The idea that hallucinations are somehow less likely because you're asking meta-questions about LLM output is completely without basis
Nicely put. I haven't seen anyone say that the introspection abilities of LLMs are up to much, but claiming that it's completely impossible to get a glimpse behind the curtain is untrue.
Is that based on your "deep understanding" of how LLMs work or have you actually tried it? If you watch the execution trace of a Skill in action, you can see that it's doing exactly this inspection when the skill runs - how could it possibly work any other way?
Skills are just textual instructions, LLMs are perfectly capable of spotting inconsistencies, gaps and contradictions in them. Is that sufficient to create a good skill? No, of course not, you need to actually test them. To use an analogy, asking a LLM to critique a skill is like running lint on C code first to pick up egregious problems, running testcases is vital.
You could introduce teleportation boots to humanity and within a few weeks we'd be complaining that sometimes we still have to walk the last 20 meters.
Contrary to popular opinion, the "verbosity void" of the article is not a hopeless expanse without any useful information at all; it just has a much lower density than average.
nyuk nyuk
Anyhow it barely touched on dark matter... Like, are the voids themselves where the dark matter is, or is it spread out, um, orthogonally?

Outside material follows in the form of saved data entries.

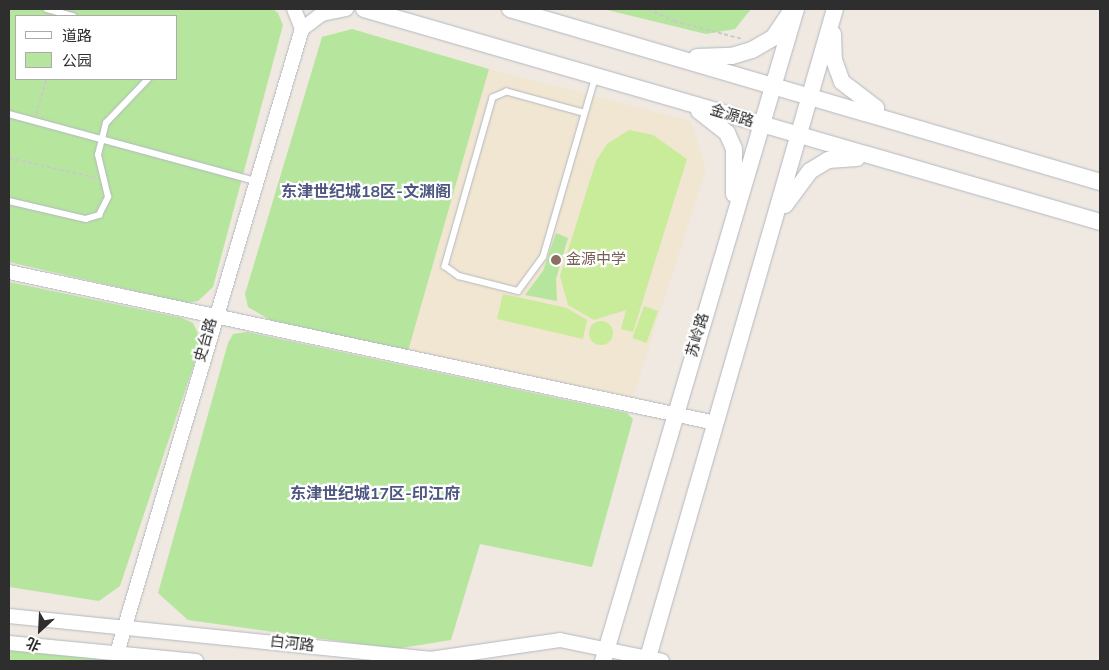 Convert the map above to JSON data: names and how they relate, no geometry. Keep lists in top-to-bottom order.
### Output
{
  "streets": {
    "main road": ["金源路", "苏岭路"],
    "street": ["史台路", "白河路"]
  },
  "crossings": [
    ["金源路", "苏岭路"],
    ["苏岭路", "白河路"],
    ["史台路", "白河路"]
  ],
  "districts": ["东津世纪城18区-文渊阁", "东津世纪城17区-印江府"],
  "places": ["金源中学"],
  "legend": ["道路", "公园"],
  "north": "bottom left"
} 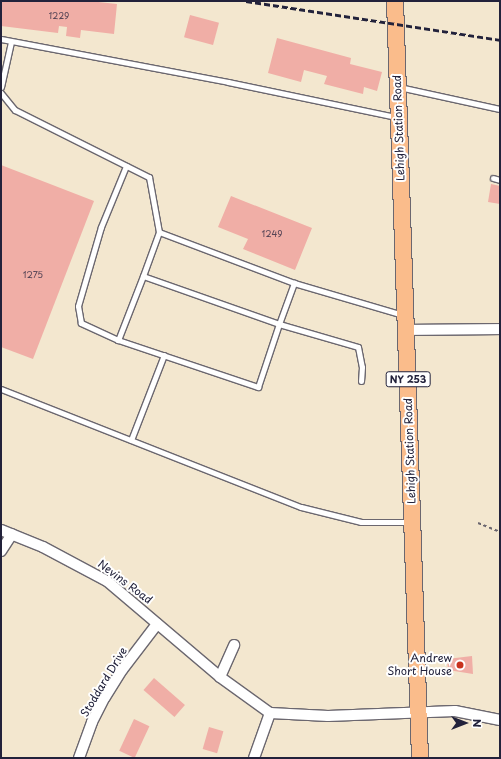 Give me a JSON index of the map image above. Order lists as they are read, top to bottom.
{
  "streets": {
    "main road": ["Lehigh Station Road", "NY 253"],
    "street": ["Nevins Road", "Stoddard Drive"]
  },
  "crossings": [
    ["Nevins Road", "Stoddard Drive"]
  ],
  "places": ["Andrew Short House"],
  "house_numbers": ["1229", "1249", "1275"],
  "north": "right"
} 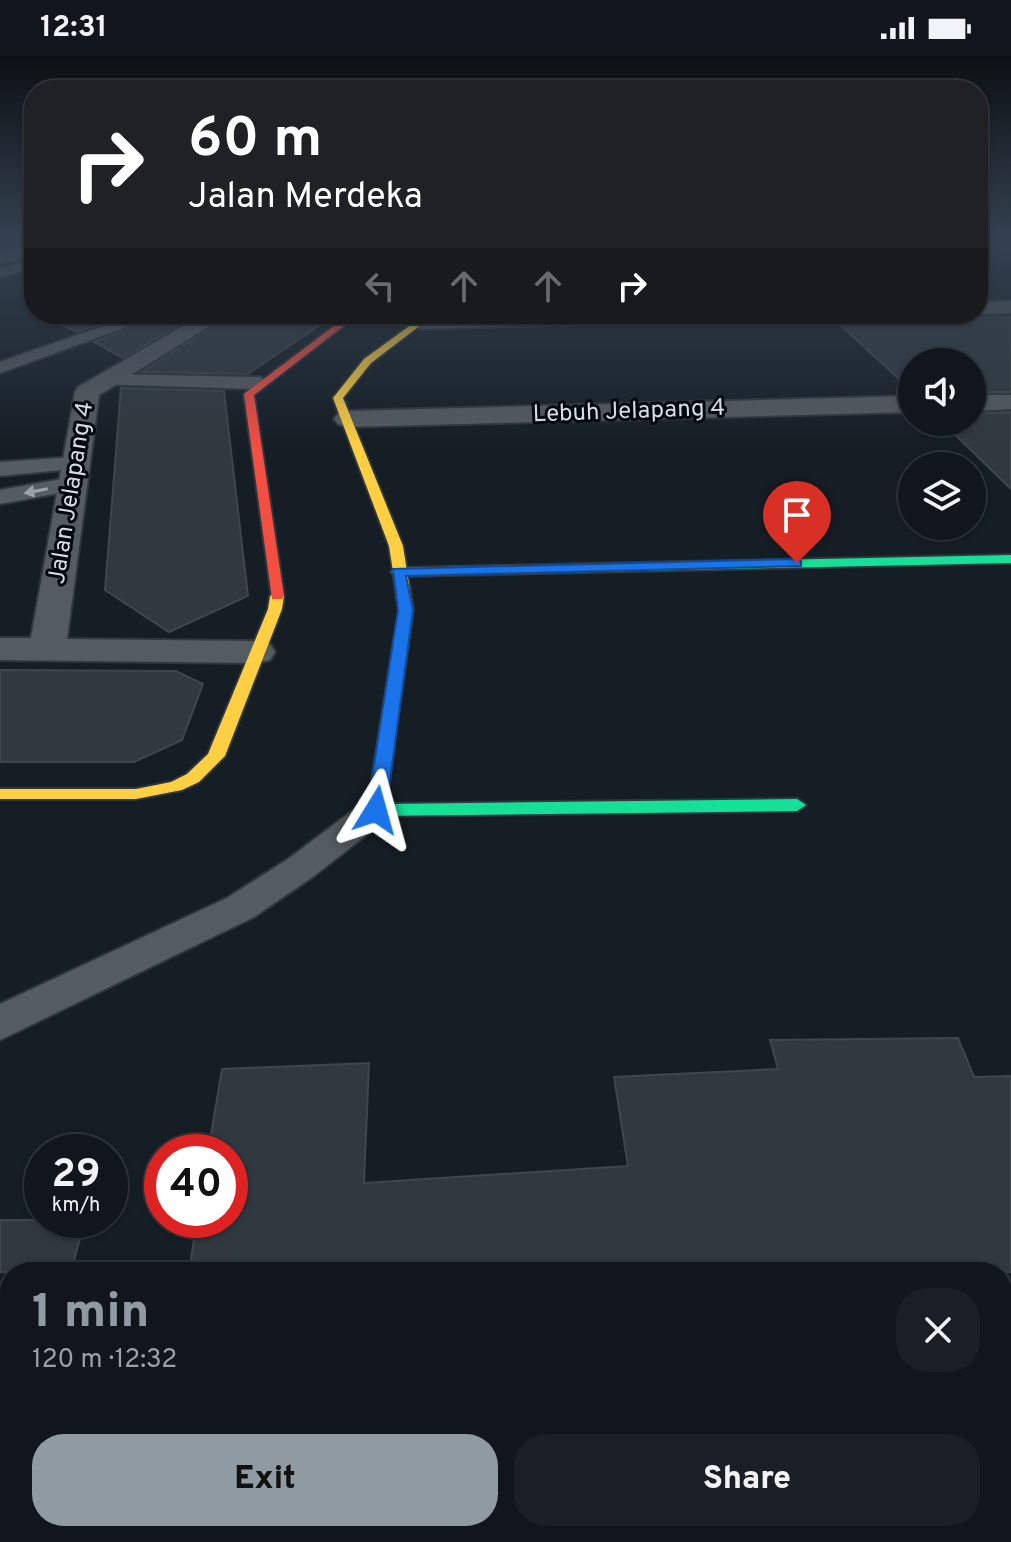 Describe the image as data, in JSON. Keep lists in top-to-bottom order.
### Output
{
  "streets": {
    "street": ["Lebuh Jelapang 4", "Jalan Jelapang 4"]
  },
  "page": {
    "status": "12:31",
    "turn": ["60 m", "Jalan Merdeka"],
    "speed": "29 km/h",
    "limit": "40",
    "heading": ["1 min", "120 m · 12:32"],
    "buttons": ["Exit", "Share"]
  }
} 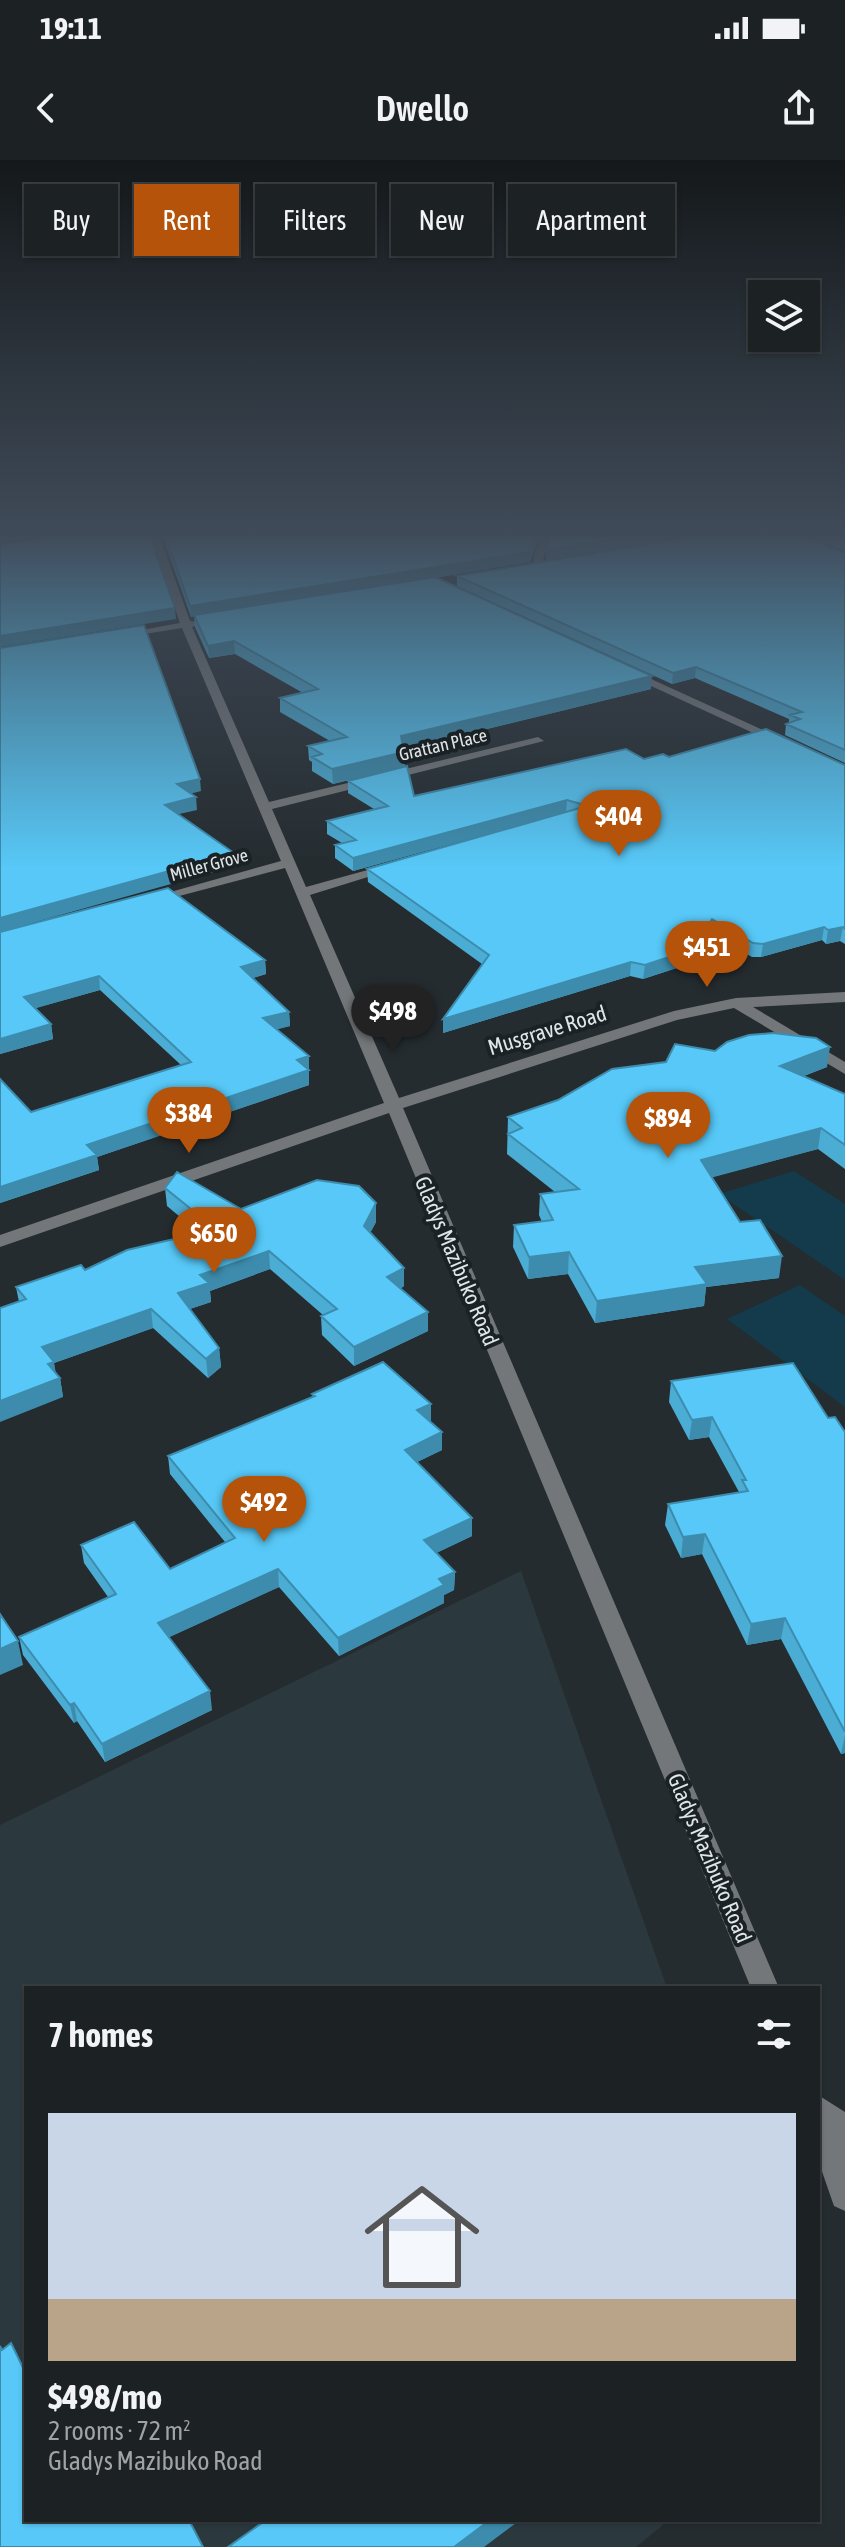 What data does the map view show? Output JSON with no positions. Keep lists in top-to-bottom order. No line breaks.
{"streets":{"street":["Grattan Place","Miller Grove","Musgrave Road","Gladys Mazibuko Road"]},"crossings":[["Grattan Place","Gladys Mazibuko Road"],["Miller Grove","Gladys Mazibuko Road"],["Musgrave Road","Gladys Mazibuko Road"]],"page":{"status":"19:11","header":"Dwello","chip":["Buy","Rent","Filters","New","Apartment"],"price":["$404","$451","$498","$384","$894","$650","$492"],"heading":"7 homes","list":[{"name":"$498/mo","note":"2 rooms · 72 m² · Gladys Mazibuko Road"}]}}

Along these lines, I’m working on a tool called Spotless[0] that takes a more HTTP proxy-based approach to make statefulness something the agent doesn’t have to worry about. It directly reads & writes to the messages array going to and from Anthropic, so you don’t have to rely on the agent calling an MCP or using a skill. Still buggy and early, but it’s definitely a very interesting way of working with agents.
That and Brooks’ underrated “The Design of Design” are notable for having an almost impossible density of quotable aphorisms on every page. They’re all so relevant today that it’s hard to believe that he’s talking about problems he faced half a century ago.
Never heard of "The Design of Design" but I bought it off this comment chain.
I think our industry would do a lot to take a moment and breath to understand what we have collectively done since inception. Wonder often if we will look at the highly corporatized influence our industry has had during our time as the dark ages 1000s of years into the future. The idea that private enterprise should shape the direction of our industry is deeply problematic, there needs to be public option and I doubt many devs would disagree.